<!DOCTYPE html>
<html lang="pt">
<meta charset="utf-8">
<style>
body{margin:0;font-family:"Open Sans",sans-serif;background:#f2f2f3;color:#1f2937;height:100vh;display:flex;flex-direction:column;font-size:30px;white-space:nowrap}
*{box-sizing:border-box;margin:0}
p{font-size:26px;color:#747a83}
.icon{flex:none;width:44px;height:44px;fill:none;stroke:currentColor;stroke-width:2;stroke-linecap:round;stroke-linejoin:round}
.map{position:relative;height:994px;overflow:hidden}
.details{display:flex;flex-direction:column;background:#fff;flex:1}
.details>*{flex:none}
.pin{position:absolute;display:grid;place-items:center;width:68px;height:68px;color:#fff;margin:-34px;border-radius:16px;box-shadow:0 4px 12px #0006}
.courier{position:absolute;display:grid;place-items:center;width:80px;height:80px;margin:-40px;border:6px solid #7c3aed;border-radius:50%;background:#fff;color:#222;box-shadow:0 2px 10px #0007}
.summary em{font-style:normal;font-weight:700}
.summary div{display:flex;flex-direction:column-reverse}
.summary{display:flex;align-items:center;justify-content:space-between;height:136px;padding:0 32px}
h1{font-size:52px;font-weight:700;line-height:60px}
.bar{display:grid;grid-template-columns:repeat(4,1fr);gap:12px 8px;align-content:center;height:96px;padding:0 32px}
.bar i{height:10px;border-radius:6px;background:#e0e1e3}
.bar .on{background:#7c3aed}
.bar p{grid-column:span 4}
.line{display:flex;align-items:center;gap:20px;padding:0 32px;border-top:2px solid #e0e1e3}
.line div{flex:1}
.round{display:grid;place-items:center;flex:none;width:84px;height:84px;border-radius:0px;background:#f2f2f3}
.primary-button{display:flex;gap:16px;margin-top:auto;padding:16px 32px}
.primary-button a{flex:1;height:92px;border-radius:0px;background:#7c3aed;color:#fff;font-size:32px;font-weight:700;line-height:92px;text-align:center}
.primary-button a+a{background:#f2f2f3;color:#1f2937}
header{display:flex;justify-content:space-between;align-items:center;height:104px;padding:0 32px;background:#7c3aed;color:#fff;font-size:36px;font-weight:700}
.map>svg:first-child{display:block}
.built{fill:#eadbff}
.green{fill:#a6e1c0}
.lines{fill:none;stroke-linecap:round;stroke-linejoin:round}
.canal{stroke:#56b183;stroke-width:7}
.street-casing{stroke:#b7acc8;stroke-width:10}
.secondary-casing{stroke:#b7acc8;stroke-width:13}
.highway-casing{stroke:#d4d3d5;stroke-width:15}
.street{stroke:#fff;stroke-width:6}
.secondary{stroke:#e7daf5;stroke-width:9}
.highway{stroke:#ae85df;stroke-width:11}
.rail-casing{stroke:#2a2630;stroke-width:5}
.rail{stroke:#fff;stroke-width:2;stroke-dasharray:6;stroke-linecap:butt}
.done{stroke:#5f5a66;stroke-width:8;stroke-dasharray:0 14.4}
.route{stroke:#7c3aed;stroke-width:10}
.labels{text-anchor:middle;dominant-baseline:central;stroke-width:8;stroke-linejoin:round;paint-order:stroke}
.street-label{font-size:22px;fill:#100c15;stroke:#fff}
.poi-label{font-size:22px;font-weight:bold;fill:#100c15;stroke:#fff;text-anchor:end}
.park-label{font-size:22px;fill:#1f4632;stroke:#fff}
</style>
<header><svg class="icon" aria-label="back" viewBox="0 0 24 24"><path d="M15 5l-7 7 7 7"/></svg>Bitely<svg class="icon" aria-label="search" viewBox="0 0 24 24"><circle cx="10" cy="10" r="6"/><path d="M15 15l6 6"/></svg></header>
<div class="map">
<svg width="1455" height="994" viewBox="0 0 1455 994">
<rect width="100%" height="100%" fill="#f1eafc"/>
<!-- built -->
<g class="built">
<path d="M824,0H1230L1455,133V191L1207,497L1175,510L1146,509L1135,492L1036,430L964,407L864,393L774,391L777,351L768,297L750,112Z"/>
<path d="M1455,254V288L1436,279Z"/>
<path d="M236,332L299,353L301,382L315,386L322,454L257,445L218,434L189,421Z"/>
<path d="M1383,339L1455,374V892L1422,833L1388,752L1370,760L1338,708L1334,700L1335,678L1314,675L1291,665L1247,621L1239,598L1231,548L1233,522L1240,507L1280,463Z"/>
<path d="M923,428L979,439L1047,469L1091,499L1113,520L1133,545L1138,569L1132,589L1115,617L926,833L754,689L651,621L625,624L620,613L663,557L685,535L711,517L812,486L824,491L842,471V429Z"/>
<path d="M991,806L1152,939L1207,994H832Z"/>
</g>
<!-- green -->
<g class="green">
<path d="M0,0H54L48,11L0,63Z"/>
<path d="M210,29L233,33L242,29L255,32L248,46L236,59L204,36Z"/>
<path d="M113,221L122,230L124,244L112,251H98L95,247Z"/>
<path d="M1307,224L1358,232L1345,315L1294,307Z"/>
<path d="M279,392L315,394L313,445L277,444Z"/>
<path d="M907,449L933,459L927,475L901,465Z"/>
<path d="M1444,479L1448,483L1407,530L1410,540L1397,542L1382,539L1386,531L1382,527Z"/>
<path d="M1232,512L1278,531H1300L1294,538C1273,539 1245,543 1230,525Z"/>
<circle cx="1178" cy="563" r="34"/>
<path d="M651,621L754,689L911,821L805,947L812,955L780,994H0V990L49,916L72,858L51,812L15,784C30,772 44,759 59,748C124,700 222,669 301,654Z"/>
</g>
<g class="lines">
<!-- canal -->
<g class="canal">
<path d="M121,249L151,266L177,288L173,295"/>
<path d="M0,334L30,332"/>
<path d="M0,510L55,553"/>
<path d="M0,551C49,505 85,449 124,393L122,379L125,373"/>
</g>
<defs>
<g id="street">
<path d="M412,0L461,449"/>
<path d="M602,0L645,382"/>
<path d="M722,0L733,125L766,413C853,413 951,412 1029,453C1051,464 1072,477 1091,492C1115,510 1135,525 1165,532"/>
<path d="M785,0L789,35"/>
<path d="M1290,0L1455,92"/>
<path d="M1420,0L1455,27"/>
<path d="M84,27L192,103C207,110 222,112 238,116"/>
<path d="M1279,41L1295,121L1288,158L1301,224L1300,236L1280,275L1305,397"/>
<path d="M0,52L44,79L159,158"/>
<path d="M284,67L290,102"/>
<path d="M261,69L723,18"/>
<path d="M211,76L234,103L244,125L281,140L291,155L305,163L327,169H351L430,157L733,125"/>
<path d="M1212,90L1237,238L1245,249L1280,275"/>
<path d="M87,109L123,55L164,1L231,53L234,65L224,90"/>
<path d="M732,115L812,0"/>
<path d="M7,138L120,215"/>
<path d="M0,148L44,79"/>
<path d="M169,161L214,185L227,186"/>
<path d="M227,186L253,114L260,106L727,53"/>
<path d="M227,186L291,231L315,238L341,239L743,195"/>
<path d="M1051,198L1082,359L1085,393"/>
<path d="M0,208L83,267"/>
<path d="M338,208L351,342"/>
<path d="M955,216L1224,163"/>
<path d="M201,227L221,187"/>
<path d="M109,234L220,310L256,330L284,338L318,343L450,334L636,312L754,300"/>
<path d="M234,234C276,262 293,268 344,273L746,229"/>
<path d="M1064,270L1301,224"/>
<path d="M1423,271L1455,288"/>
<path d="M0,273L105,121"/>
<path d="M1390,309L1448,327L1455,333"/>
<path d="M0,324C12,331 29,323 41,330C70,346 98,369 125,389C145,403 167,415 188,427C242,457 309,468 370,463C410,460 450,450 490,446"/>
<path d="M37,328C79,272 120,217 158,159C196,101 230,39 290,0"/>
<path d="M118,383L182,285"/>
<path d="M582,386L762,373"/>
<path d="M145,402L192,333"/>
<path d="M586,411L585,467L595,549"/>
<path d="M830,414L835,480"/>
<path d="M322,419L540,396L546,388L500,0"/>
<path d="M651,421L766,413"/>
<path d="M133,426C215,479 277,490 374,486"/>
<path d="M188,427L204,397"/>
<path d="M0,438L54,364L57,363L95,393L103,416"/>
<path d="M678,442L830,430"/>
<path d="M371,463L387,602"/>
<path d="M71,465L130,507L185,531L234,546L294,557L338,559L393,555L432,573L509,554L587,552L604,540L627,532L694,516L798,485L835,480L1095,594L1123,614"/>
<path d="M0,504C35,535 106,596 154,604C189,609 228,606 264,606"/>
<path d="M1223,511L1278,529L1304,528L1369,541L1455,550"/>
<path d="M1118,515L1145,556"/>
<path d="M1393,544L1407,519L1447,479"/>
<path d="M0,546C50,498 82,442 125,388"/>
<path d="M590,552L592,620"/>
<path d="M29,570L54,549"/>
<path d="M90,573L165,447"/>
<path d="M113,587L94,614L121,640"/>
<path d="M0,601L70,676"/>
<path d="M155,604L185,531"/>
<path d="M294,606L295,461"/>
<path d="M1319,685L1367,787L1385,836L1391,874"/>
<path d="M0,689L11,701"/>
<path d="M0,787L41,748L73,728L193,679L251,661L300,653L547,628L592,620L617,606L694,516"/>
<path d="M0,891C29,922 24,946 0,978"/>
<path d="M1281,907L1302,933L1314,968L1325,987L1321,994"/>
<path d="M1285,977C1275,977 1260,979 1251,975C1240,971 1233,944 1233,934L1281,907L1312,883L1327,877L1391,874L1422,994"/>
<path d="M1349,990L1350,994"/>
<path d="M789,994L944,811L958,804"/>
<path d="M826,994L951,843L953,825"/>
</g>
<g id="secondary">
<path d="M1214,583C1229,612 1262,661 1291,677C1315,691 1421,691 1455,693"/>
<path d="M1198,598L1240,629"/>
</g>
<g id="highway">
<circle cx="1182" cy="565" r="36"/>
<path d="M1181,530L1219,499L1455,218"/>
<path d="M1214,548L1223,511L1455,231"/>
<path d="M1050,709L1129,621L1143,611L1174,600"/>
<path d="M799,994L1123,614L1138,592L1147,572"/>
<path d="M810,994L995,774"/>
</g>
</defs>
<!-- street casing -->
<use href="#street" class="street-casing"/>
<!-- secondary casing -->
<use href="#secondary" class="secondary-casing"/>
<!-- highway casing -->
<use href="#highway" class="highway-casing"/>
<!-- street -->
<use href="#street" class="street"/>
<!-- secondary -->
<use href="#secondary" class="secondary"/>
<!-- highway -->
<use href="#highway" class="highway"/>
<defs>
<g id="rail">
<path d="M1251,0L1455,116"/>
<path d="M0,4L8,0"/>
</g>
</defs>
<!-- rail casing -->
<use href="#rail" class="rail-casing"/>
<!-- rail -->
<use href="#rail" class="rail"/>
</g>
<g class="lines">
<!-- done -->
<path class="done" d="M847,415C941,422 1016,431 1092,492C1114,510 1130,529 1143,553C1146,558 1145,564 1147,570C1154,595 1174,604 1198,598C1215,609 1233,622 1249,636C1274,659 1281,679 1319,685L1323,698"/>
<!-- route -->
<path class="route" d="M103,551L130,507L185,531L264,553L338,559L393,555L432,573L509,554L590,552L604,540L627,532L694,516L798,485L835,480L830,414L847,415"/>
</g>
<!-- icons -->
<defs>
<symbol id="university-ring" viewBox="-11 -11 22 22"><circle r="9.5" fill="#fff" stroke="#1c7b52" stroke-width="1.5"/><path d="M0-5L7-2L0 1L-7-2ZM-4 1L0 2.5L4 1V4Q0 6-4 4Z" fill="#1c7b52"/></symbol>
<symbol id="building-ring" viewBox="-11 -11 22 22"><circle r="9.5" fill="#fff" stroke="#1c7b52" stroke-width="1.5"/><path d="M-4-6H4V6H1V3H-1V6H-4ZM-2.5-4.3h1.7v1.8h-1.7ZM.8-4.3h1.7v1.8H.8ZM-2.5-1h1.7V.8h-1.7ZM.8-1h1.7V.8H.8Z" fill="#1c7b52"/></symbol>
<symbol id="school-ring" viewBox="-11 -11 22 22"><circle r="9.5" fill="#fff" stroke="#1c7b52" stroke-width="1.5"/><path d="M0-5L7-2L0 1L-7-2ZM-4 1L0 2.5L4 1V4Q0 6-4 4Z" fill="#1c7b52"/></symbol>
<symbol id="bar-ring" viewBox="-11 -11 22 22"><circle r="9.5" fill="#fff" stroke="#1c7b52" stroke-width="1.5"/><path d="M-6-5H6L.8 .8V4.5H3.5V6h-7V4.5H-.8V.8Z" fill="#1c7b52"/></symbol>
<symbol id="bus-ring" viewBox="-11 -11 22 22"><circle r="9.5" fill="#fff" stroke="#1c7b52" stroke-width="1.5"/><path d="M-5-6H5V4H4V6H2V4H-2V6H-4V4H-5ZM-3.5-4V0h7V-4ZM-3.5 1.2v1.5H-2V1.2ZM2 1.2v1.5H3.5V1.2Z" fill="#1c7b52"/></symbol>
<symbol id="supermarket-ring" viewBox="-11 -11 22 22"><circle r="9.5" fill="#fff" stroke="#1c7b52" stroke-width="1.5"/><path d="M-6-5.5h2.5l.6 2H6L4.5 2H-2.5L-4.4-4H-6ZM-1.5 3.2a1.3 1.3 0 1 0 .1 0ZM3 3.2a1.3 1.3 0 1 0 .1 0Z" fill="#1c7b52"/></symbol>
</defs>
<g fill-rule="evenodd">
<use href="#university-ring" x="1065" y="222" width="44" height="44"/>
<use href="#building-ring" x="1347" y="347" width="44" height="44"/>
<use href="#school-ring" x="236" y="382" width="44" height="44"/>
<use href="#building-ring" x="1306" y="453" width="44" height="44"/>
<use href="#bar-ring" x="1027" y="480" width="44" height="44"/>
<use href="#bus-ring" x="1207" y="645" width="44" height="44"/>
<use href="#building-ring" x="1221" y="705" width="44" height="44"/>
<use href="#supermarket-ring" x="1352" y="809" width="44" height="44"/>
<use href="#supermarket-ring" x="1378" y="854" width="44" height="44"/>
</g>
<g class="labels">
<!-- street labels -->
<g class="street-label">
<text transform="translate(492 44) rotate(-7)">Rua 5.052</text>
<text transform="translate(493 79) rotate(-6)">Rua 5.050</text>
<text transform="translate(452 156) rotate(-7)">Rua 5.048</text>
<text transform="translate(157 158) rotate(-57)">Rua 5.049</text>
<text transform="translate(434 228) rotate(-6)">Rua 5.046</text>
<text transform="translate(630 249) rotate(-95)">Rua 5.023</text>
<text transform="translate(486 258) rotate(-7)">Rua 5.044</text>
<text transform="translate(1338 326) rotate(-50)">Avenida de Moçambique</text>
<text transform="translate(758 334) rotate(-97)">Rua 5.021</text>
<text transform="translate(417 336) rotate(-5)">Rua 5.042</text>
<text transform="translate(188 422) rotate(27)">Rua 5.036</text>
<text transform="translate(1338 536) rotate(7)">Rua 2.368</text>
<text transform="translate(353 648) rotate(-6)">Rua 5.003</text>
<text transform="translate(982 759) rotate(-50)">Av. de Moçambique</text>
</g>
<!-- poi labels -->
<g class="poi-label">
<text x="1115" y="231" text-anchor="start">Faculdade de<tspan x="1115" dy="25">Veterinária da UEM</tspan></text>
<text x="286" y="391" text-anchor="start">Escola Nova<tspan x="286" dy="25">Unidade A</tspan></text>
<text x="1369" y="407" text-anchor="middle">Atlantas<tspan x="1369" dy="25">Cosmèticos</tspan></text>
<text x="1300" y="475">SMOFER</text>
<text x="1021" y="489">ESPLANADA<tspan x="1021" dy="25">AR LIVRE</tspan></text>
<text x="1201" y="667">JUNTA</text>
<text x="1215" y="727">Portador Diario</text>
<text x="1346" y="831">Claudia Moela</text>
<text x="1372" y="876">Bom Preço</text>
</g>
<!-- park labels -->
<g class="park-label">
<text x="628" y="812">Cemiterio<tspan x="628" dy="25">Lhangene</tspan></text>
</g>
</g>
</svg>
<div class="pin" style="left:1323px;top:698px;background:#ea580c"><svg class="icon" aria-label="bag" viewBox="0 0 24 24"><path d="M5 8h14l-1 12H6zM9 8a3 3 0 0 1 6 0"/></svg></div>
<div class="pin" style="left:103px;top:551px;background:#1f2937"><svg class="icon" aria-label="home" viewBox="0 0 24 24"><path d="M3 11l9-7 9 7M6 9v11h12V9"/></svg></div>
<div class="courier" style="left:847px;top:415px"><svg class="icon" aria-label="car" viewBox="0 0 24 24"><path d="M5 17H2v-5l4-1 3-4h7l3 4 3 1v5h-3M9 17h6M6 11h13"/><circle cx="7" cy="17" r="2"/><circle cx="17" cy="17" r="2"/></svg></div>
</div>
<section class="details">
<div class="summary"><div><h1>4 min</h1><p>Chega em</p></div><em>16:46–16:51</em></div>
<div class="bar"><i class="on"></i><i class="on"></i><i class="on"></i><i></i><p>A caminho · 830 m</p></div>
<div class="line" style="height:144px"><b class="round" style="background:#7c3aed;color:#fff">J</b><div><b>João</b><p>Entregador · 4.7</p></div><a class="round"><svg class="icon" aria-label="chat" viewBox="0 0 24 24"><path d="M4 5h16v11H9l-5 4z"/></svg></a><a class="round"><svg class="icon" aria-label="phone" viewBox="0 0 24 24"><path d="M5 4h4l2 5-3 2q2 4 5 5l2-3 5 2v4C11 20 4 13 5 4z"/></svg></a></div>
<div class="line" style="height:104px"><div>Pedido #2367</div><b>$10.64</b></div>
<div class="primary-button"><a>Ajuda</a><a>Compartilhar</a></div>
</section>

···

Work to complete: Each line in the material above that mentions the word "absolute" must be copied.

Response to the exercise:
.pin{position:absolute;display:grid;place-items:center;width:68px;height:68px;color:#fff;margin:-34px;border-radius:16px;box-shadow:0 4px 12px #0006}
.courier{position:absolute;display:grid;place-items:center;width:80px;height:80px;margin:-40px;border:6px solid #7c3aed;border-radius:50%;background:#fff;color:#222;box-shadow:0 2px 10px #0007}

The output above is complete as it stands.